Task prompt:
Return each line of the listing in which the word "Lakeview" appears.

== Segment start ==

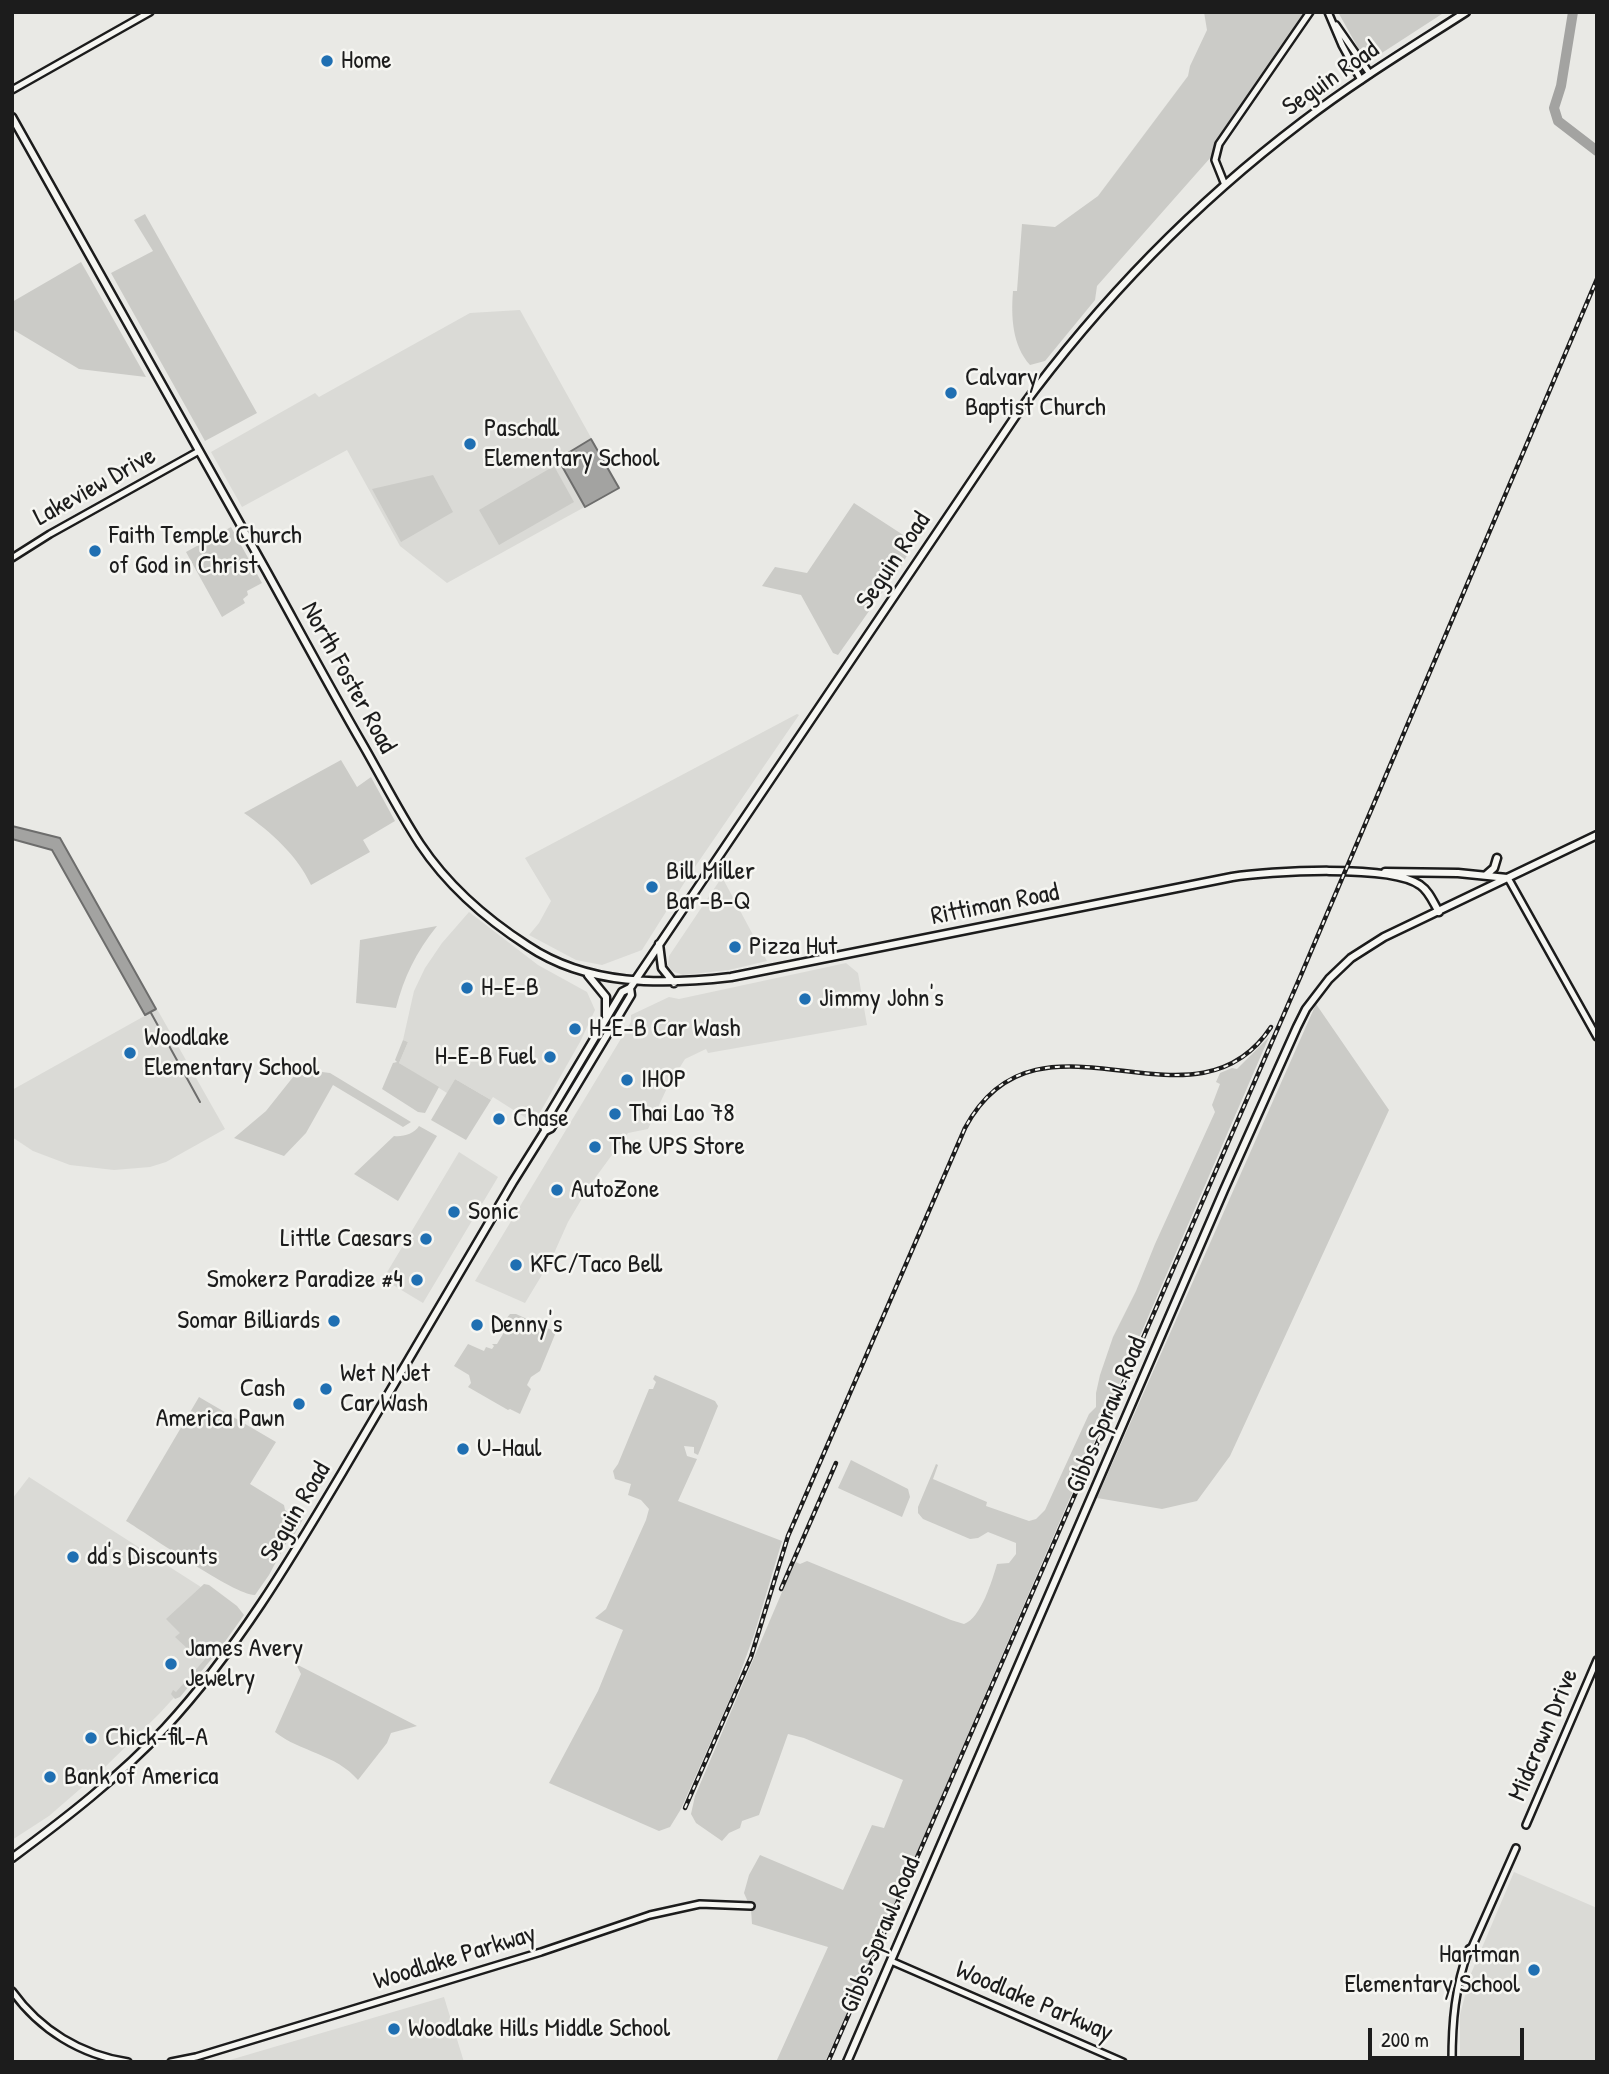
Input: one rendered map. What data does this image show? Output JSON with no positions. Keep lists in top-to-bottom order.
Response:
{
  "streets": {
    "main road": [
      "Seguin Road",
      "North Foster Road",
      "Rittiman Road",
      "Gibbs Sprawl Road"
    ],
    "street": ["Lakeview Drive", "Midcrown Drive", "Woodlake Parkway"]
  },
  "crossings": [
    ["Seguin Road", "North Foster Road"],
    ["Seguin Road", "Rittiman Road"],
    ["Lakeview Drive", "North Foster Road"],
    ["North Foster Road", "Rittiman Road"],
    ["Rittiman Road", "Gibbs Sprawl Road"],
    ["Gibbs Sprawl Road", "Woodlake Parkway"]
  ],
  "places": [
    "Home",
    "Calvary Baptist Church",
    "Paschall Elementary School",
    "Faith Temple Church of God in Christ",
    "Bill Miller Bar-B-Q",
    "Pizza Hut",
    "H-E-B",
    "Jimmy John's",
    "H-E-B Car Wash",
    "Woodlake Elementary School",
    "H-E-B Fuel",
    "IHOP",
    "Thai Lao 78",
    "Chase",
    "The UPS Store",
    "AutoZone",
    "Sonic",
    "Little Caesars",
    "KFC/Taco Bell",
    "Smokerz Paradize #4",
    "Somar Billiards",
    "Denny's",
    "Wet N Jet Car Wash",
    "Cash America Pawn",
    "U-Haul",
    "dd's Discounts",
    "James Avery Jewelry",
    "Chick-fil-A",
    "Bank of America",
    "Hartman Elementary School",
    "Woodlake Hills Middle School"
  ],
  "scale_bar": "200 m"
}
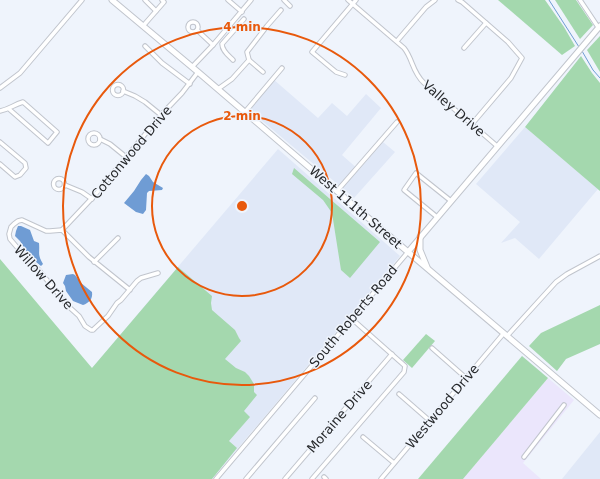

== Segment end ==

Answer space:
    "street": ["Lakeview Drive", "Midcrown Drive", "Woodlake Parkway"]
    ["Lakeview Drive", "North Foster Road"],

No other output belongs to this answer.